From this brain tumor detection MODEL, I have learnt several key concepts and techniques:
Data Loading and Preprocessing: I have understand how to load and preprocess image data using libraries like OpenCV and Pandas. This includes reading image files, resizing images, converting pixel values, and organizing data into a suitable format for training and inference.
Deep Learning Model Training: The code demonstrates how to train a deep learning model using the FastAI library.I have learn how to set up data loaders, define a model architecture, choose appropriate metrics, and train the model using a training loop.

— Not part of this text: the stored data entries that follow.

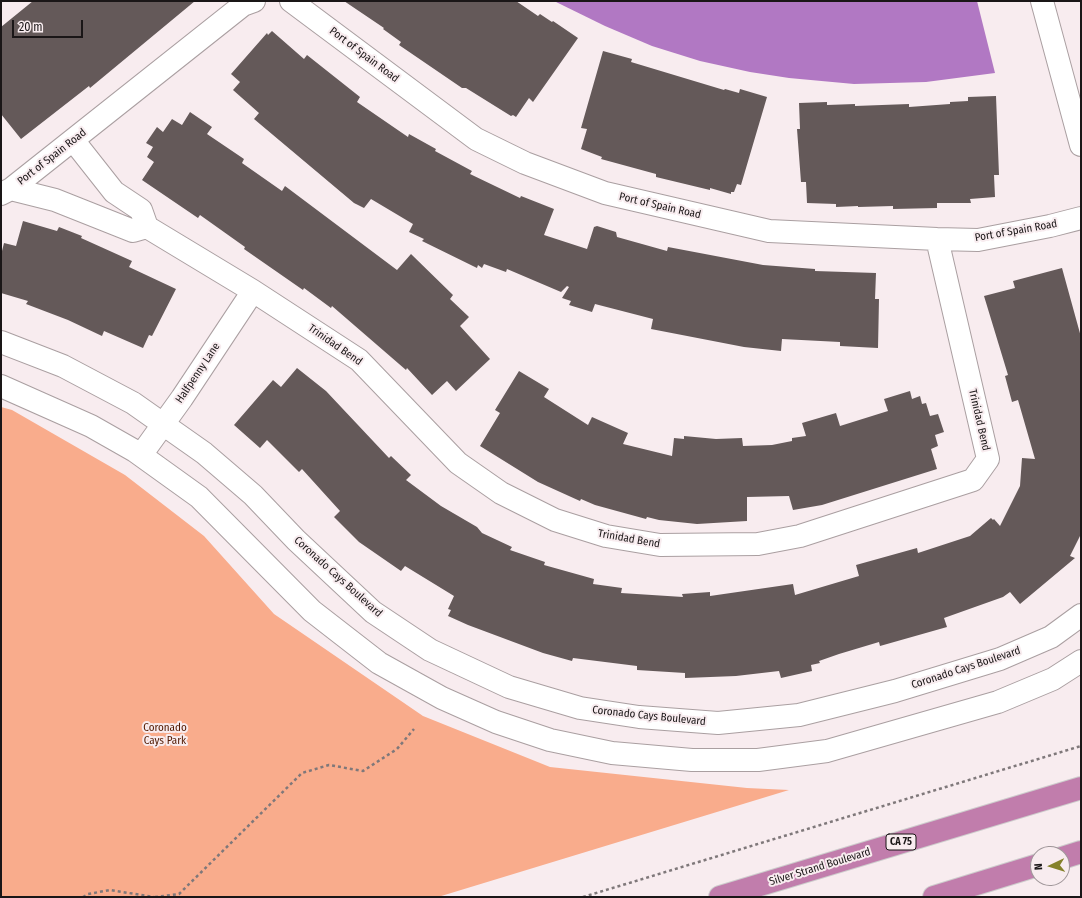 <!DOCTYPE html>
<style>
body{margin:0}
#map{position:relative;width:1082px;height:898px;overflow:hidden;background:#f8ecef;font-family:"Fira Sans Condensed",sans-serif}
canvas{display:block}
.frame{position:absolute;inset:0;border:2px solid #1a1617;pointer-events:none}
.north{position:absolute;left:1030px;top:846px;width:40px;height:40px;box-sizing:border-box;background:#f8ecef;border:1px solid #9f9699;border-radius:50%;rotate:266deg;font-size:11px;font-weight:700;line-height:16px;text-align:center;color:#1a1617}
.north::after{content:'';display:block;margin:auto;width:14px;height:18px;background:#85822b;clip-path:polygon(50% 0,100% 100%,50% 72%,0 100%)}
.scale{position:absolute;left:12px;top:20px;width:71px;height:18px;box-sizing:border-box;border:2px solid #1a1617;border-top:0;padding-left:5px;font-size:12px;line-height:14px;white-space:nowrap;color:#1a1617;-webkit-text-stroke:3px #f8ecef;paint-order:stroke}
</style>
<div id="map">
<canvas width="1082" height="898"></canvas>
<div class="frame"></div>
<div class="north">N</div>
<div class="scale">20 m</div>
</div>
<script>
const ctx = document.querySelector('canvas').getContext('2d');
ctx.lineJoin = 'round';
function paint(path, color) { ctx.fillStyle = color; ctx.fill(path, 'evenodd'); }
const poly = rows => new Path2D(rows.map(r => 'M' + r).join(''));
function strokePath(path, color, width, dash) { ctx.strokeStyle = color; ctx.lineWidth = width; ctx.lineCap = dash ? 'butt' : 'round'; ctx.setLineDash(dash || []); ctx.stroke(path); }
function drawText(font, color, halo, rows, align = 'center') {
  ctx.font = font + ' "Fira Sans Condensed",sans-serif'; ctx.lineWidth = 4; ctx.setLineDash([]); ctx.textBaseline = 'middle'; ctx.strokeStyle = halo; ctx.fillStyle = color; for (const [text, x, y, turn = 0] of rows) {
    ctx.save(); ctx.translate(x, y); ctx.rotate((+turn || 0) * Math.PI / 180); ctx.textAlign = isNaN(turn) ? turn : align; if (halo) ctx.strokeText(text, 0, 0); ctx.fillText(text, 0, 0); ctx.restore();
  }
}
paint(poly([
 [1,407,12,410,125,475,204,536,274,614,423,716,550,767,747,788,789,790,438,897,1,897]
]), '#f9ac8c');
paint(poly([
 [554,1,977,1,995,73,926,82,854,84,789,78,750,72,700,61,652,46,605,26]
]), '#b178c3');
paint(poly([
 [33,1,195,1,90,88,89,86,21,139,1,114,1,27],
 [344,1,516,1,538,16,540,14,552,22,553,21,578,38,533,102,529,98,516,117,513,115,511,116,466,88,462,88,399,45,401,42,383,29,384,28],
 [272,31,304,59,307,55,360,97,357,102,408,137,409,134,436,149,435,151,472,171,470,174,520,198,521,196,554,209,544,235,587,249,594,227,597,226,616,232,617,237,667,251,668,247,763,265,815,269,815,271,876,273,875,299,879,299,878,348,840,346,840,342,782,339,781,351,744,347,651,329,653,319,595,304,592,312,569,305,571,301,562,298,569,287,567,286,561,292,507,269,506,272,484,264,482,268,478,265,477,268,422,241,424,239,409,232,413,224,371,199,364,208,354,203,254,119,259,113,233,90,240,82,231,74,267,33,268,35],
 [603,51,632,59,631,62,724,90,725,89,739,93,740,89,767,97,741,185,737,184,734,192,731,192,731,194,710,188,710,190,656,177,656,174,601,159,602,157,581,149,587,129,581,128],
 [996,96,999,175,994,175,995,197,970,199,971,203,937,203,937,208,893,209,893,206,858,207,858,206,836,207,836,204,807,203,806,182,801,182,797,129,800,129,799,103,827,102,827,105,855,104,855,106,909,104,909,107,950,104,950,102,968,101,968,97],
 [190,112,212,127,207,134,244,159,242,163,282,191,285,186,397,270,411,254,453,295,450,299,469,317,460,326,490,359,456,391,447,381,432,395,407,368,406,370,332,306,331,308,304,288,303,290,244,249,245,247,200,215,198,218,142,180,154,162,147,157,153,147,146,143,157,127,163,132,172,119,182,125],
 [23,221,57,231,59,227,82,236,81,238,132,261,129,267,176,289,152,336,149,335,143,348,104,331,102,336,68,320,26,304,28,301,1,293,1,255,4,243,16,246],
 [1062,268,1081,337,1081,534,1070,556,1075,558,1020,604,1010,592,1003,597,944,618,947,627,880,646,879,642,839,654,819,661,820,663,811,665,812,671,781,678,779,671,736,676,685,678,685,673,637,670,637,666,573,658,572,661,543,653,468,625,448,616,451,610,448,609,454,596,405,566,401,571,359,542,334,517,340,511,302,469,299,472,267,440,260,448,234,425,273,380,281,387,297,368,326,391,389,458,391,456,411,475,406,480,441,506,477,527,482,533,512,547,510,550,545,562,544,565,594,579,593,584,622,588,621,593,683,597,682,594,710,592,710,596,793,584,795,595,859,576,856,565,917,548,918,553,970,536,991,518,993,520,994,519,1000,526,1020,486,1022,458,1035,459,1018,400,1012,402,1005,376,1008,375,984,296,1015,288,1013,281],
 [519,371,549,389,544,397,588,425,592,417,628,433,623,444,672,456,674,438,684,439,684,436,716,439,742,438,743,446,772,445,792,441,792,438,806,436,802,423,836,413,840,426,888,411,884,399,910,391,912,399,920,396,922,404,926,403,930,416,938,414,944,432,935,435,938,446,931,449,937,469,822,505,793,510,789,496,747,497,747,521,697,524,659,520,647,517,646,519,595,505,581,499,580,501,538,482,480,446,500,413,495,410]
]), '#645959');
const minor = poly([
 [291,1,476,139,525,163,605,193,769,231,937,239,978,240,1050,226,1081,218],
 [1042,1,1081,145],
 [73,140,114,192,141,210,147,227,253,291,359,360,458,463,501,493,555,520,606,536,660,545,758,544,800,536,973,480,988,459,937,239],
 [11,189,55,200,133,231,147,227],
 [1,194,11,189,243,5,254,1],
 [1,342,63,366,133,403,204,453,253,495,296,540,373,612,430,650,509,687,580,708,639,717,718,723,799,715,895,691,1000,659,1051,637,1081,615],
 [1,386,91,426,135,451,199,497,312,611,379,663,442,698,496,722,550,740,612,753,692,760,758,760,827,751,998,702,1053,679,1081,661],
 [141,455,182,398,253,291]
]);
const highway = poly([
 [1062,858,1081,852],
 [720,897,1081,788],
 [934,897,1038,865]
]);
strokePath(minor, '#aa9fa1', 24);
strokePath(highway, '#cdcccc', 24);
strokePath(poly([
 [83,897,88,894,110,890,154,897],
 [155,897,179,894,302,773,329,765,363,771,397,749,414,729],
 [583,897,1081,746]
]), '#7f787a', 2.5, [3, 3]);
strokePath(minor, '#fff', 22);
strokePath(highway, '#c17dac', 22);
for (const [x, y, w] of [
 [901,842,30]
]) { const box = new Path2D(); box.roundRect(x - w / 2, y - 8, w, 16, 3); ctx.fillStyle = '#f8ecef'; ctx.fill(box); strokePath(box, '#1a1617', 1); }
drawText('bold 10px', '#1a1617', null, [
 ["CA 75",901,842]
]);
drawText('11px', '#1a1617', '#f8ecef', [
 ["Port of Spain Road",364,55,37],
 ["Port of Spain Road",52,157,-38],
 ["Port of Spain Road",660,206,13],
 ["Port of Spain Road",1016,231,-10],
 ["Trinidad Bend",335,345,35],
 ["Halfpenny Lane",198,373,-56],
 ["Trinidad Bend",979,420,77],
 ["Trinidad Bend",629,539,10],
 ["Coronado Cays Boulevard",338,577,42],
 ["Coronado Cays Boulevard",966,668,-18],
 ["Coronado Cays Boulevard",649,716,6],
 ["Silver Strand Boulevard",820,867,-17]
]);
drawText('11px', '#511900', '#f8ecef', [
 ["Coronado",165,728],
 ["Cays Park",165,741]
]);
</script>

Model Inference and Prediction: The code shows how to use a trained model to perform inference on new unseen data. I have see how to load a saved model, preprocess input images, pass them through the model, and interpret the model's predictions.
Integration with DPC++: The code showcases how to integrate DPC++ (Data Parallel C++) programming model into the brain tumor detection pipeline. I have learnt how to leverage DPC++ to offload computationally intensive tasks to parallel processing devices, improving performance and efficiency.
Benchmarking and Performance Analysis: The code incorporates benchmarking measures to evaluate the performance of the brain tumor detection system.I have understand how to calculate latency, throughput, and average latency to assess the system's efficiency and make performance comparisons.
TensorFlow Integration: The code demonstrates the integration of a TensorFlow model into the brain tumor detection pipeline.I have learnt how to load a pre-trained TensorFlow model and perform inference using TensorFlow's C++ API.
By studying and working with this brain tumor detection model, I have gained practical experience in image classification, deep learning model training, inference using both Python and DPC++, and performance analysis. These skills can be applied to various other computer vision and machine learning projects.